[Available data]

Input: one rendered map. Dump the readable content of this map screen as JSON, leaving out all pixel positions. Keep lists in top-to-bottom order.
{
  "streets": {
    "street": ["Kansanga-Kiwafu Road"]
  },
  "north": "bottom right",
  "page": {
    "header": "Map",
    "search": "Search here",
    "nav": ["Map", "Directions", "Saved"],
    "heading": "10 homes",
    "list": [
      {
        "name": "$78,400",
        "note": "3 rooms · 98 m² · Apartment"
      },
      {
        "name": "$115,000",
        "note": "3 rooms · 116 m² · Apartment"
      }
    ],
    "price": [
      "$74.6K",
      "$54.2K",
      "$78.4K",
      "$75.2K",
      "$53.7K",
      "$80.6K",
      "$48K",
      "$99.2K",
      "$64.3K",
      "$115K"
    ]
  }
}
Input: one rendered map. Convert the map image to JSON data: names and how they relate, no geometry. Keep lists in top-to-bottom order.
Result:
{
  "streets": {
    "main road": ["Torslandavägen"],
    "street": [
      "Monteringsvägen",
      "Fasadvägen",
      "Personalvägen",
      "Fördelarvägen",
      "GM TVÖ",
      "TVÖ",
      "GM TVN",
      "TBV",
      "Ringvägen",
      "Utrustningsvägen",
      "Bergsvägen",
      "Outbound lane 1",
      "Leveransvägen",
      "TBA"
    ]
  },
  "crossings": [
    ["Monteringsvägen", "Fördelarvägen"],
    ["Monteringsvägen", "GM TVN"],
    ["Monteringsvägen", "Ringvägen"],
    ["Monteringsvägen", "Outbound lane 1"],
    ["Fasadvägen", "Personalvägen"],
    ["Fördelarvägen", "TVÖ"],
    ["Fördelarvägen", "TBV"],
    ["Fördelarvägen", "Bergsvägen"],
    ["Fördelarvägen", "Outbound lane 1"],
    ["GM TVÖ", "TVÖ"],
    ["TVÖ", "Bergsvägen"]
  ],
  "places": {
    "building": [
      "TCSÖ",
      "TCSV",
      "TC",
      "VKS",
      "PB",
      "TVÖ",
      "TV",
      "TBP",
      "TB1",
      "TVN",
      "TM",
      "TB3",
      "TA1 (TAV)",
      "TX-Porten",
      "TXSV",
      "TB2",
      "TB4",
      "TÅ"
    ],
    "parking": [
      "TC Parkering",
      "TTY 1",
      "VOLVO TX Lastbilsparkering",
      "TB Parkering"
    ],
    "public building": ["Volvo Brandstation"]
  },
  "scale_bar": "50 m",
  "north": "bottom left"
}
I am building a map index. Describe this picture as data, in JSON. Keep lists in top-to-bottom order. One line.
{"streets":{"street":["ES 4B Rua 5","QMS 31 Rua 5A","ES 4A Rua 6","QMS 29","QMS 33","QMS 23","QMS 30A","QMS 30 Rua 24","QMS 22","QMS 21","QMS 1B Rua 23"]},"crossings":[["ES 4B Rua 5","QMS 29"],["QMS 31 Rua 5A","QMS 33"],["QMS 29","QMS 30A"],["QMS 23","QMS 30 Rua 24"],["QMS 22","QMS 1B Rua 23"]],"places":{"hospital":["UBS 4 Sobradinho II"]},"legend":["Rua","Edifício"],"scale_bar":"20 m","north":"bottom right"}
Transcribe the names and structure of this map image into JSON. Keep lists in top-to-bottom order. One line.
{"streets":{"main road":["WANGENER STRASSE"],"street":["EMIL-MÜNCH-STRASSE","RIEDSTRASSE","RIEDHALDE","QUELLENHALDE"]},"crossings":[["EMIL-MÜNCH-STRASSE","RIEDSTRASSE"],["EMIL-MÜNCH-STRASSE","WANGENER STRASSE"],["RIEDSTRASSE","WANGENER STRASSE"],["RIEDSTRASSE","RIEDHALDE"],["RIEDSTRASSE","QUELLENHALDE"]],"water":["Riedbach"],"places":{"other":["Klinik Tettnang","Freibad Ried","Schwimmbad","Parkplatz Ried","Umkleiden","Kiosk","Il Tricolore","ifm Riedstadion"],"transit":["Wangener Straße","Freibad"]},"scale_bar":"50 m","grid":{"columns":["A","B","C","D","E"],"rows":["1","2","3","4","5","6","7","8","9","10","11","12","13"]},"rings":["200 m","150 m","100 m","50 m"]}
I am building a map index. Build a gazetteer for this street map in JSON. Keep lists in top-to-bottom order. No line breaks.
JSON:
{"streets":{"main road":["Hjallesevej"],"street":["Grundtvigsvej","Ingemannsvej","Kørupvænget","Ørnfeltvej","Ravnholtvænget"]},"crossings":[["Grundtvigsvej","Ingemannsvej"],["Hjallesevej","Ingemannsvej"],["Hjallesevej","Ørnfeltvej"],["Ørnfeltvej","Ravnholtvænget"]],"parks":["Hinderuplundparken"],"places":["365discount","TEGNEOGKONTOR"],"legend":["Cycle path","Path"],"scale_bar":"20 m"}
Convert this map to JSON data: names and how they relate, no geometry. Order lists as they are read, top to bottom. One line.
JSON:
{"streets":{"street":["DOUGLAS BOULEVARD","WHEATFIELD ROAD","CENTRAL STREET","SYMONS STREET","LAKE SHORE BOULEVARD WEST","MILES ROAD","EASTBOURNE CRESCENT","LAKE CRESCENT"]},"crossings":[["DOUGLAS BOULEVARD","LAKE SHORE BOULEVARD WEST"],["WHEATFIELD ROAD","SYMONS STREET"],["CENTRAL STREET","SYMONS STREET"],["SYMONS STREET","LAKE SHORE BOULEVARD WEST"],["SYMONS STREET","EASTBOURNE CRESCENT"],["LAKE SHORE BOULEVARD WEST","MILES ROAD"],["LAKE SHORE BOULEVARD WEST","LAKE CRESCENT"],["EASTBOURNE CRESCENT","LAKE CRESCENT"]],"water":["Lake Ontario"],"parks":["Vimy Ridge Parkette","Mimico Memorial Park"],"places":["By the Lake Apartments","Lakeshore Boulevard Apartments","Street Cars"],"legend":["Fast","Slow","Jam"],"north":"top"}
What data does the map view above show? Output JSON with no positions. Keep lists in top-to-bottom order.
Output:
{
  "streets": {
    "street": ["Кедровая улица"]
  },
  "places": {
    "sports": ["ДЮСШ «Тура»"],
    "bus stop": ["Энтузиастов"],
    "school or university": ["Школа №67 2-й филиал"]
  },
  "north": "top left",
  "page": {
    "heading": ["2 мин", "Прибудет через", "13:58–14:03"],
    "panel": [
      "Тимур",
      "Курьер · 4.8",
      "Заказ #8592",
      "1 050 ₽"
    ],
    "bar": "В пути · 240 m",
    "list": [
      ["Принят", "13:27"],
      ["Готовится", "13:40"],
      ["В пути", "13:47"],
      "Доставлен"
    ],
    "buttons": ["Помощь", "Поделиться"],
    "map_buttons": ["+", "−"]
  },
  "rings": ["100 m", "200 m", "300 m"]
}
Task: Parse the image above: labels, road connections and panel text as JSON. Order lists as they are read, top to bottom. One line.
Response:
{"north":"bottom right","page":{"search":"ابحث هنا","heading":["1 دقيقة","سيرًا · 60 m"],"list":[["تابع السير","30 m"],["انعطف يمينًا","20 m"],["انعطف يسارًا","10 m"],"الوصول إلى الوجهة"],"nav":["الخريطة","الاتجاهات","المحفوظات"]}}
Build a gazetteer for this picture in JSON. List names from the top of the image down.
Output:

[/Available data]

**Work order**: Having read the material, transcribe all of it exactly.

**Solution**:
Input: one rendered map. Dump the readable content of this map screen as JSON, leaving out all pixel positions. Keep lists in top-to-bottom order.
{
  "streets": {
    "street": ["Kansanga-Kiwafu Road"]
  },
  "north": "bottom right",
  "page": {
    "header": "Map",
    "search": "Search here",
    "nav": ["Map", "Directions", "Saved"],
    "heading": "10 homes",
    "list": [
      {
        "name": "$78,400",
        "note": "3 rooms · 98 m² · Apartment"
      },
      {
        "name": "$115,000",
        "note": "3 rooms · 116 m² · Apartment"
      }
    ],
    "price": [
      "$74.6K",
      "$54.2K",
      "$78.4K",
      "$75.2K",
      "$53.7K",
      "$80.6K",
      "$48K",
      "$99.2K",
      "$64.3K",
      "$115K"
    ]
  }
}
Input: one rendered map. Convert the map image to JSON data: names and how they relate, no geometry. Keep lists in top-to-bottom order.
Result:
{
  "streets": {
    "main road": ["Torslandavägen"],
    "street": [
      "Monteringsvägen",
      "Fasadvägen",
      "Personalvägen",
      "Fördelarvägen",
      "GM TVÖ",
      "TVÖ",
      "GM TVN",
      "TBV",
      "Ringvägen",
      "Utrustningsvägen",
      "Bergsvägen",
      "Outbound lane 1",
      "Leveransvägen",
      "TBA"
    ]
  },
  "crossings": [
    ["Monteringsvägen", "Fördelarvägen"],
    ["Monteringsvägen", "GM TVN"],
    ["Monteringsvägen", "Ringvägen"],
    ["Monteringsvägen", "Outbound lane 1"],
    ["Fasadvägen", "Personalvägen"],
    ["Fördelarvägen", "TVÖ"],
    ["Fördelarvägen", "TBV"],
    ["Fördelarvägen", "Bergsvägen"],
    ["Fördelarvägen", "Outbound lane 1"],
    ["GM TVÖ", "TVÖ"],
    ["TVÖ", "Bergsvägen"]
  ],
  "places": {
    "building": [
      "TCSÖ",
      "TCSV",
      "TC",
      "VKS",
      "PB",
      "TVÖ",
      "TV",
      "TBP",
      "TB1",
      "TVN",
      "TM",
      "TB3",
      "TA1 (TAV)",
      "TX-Porten",
      "TXSV",
      "TB2",
      "TB4",
      "TÅ"
    ],
    "parking": [
      "TC Parkering",
      "TTY 1",
      "VOLVO TX Lastbilsparkering",
      "TB Parkering"
    ],
    "public building": ["Volvo Brandstation"]
  },
  "scale_bar": "50 m",
  "north": "bottom left"
}
I am building a map index. Describe this picture as data, in JSON. Keep lists in top-to-bottom order. One line.
{"streets":{"street":["ES 4B Rua 5","QMS 31 Rua 5A","ES 4A Rua 6","QMS 29","QMS 33","QMS 23","QMS 30A","QMS 30 Rua 24","QMS 22","QMS 21","QMS 1B Rua 23"]},"crossings":[["ES 4B Rua 5","QMS 29"],["QMS 31 Rua 5A","QMS 33"],["QMS 29","QMS 30A"],["QMS 23","QMS 30 Rua 24"],["QMS 22","QMS 1B Rua 23"]],"places":{"hospital":["UBS 4 Sobradinho II"]},"legend":["Rua","Edifício"],"scale_bar":"20 m","north":"bottom right"}
Transcribe the names and structure of this map image into JSON. Keep lists in top-to-bottom order. One line.
{"streets":{"main road":["WANGENER STRASSE"],"street":["EMIL-MÜNCH-STRASSE","RIEDSTRASSE","RIEDHALDE","QUELLENHALDE"]},"crossings":[["EMIL-MÜNCH-STRASSE","RIEDSTRASSE"],["EMIL-MÜNCH-STRASSE","WANGENER STRASSE"],["RIEDSTRASSE","WANGENER STRASSE"],["RIEDSTRASSE","RIEDHALDE"],["RIEDSTRASSE","QUELLENHALDE"]],"water":["Riedbach"],"places":{"other":["Klinik Tettnang","Freibad Ried","Schwimmbad","Parkplatz Ried","Umkleiden","Kiosk","Il Tricolore","ifm Riedstadion"],"transit":["Wangener Straße","Freibad"]},"scale_bar":"50 m","grid":{"columns":["A","B","C","D","E"],"rows":["1","2","3","4","5","6","7","8","9","10","11","12","13"]},"rings":["200 m","150 m","100 m","50 m"]}
I am building a map index. Build a gazetteer for this street map in JSON. Keep lists in top-to-bottom order. No line breaks.
JSON:
{"streets":{"main road":["Hjallesevej"],"street":["Grundtvigsvej","Ingemannsvej","Kørupvænget","Ørnfeltvej","Ravnholtvænget"]},"crossings":[["Grundtvigsvej","Ingemannsvej"],["Hjallesevej","Ingemannsvej"],["Hjallesevej","Ørnfeltvej"],["Ørnfeltvej","Ravnholtvænget"]],"parks":["Hinderuplundparken"],"places":["365discount","TEGNEOGKONTOR"],"legend":["Cycle path","Path"],"scale_bar":"20 m"}
Convert this map to JSON data: names and how they relate, no geometry. Order lists as they are read, top to bottom. One line.
JSON:
{"streets":{"street":["DOUGLAS BOULEVARD","WHEATFIELD ROAD","CENTRAL STREET","SYMONS STREET","LAKE SHORE BOULEVARD WEST","MILES ROAD","EASTBOURNE CRESCENT","LAKE CRESCENT"]},"crossings":[["DOUGLAS BOULEVARD","LAKE SHORE BOULEVARD WEST"],["WHEATFIELD ROAD","SYMONS STREET"],["CENTRAL STREET","SYMONS STREET"],["SYMONS STREET","LAKE SHORE BOULEVARD WEST"],["SYMONS STREET","EASTBOURNE CRESCENT"],["LAKE SHORE BOULEVARD WEST","MILES ROAD"],["LAKE SHORE BOULEVARD WEST","LAKE CRESCENT"],["EASTBOURNE CRESCENT","LAKE CRESCENT"]],"water":["Lake Ontario"],"parks":["Vimy Ridge Parkette","Mimico Memorial Park"],"places":["By the Lake Apartments","Lakeshore Boulevard Apartments","Street Cars"],"legend":["Fast","Slow","Jam"],"north":"top"}
What data does the map view above show? Output JSON with no positions. Keep lists in top-to-bottom order.
Output:
{
  "streets": {
    "street": ["Кедровая улица"]
  },
  "places": {
    "sports": ["ДЮСШ «Тура»"],
    "bus stop": ["Энтузиастов"],
    "school or university": ["Школа №67 2-й филиал"]
  },
  "north": "top left",
  "page": {
    "heading": ["2 мин", "Прибудет через", "13:58–14:03"],
    "panel": [
      "Тимур",
      "Курьер · 4.8",
      "Заказ #8592",
      "1 050 ₽"
    ],
    "bar": "В пути · 240 m",
    "list": [
      ["Принят", "13:27"],
      ["Готовится", "13:40"],
      ["В пути", "13:47"],
      "Доставлен"
    ],
    "buttons": ["Помощь", "Поделиться"],
    "map_buttons": ["+", "−"]
  },
  "rings": ["100 m", "200 m", "300 m"]
}
Task: Parse the image above: labels, road connections and panel text as JSON. Order lists as they are read, top to bottom. One line.
Response:
{"north":"bottom right","page":{"search":"ابحث هنا","heading":["1 دقيقة","سيرًا · 60 m"],"list":[["تابع السير","30 m"],["انعطف يمينًا","20 m"],["انعطف يسارًا","10 m"],"الوصول إلى الوجهة"],"nav":["الخريطة","الاتجاهات","المحفوظات"]}}
Build a gazetteer for this picture in JSON. List names from the top of the image down.
Output:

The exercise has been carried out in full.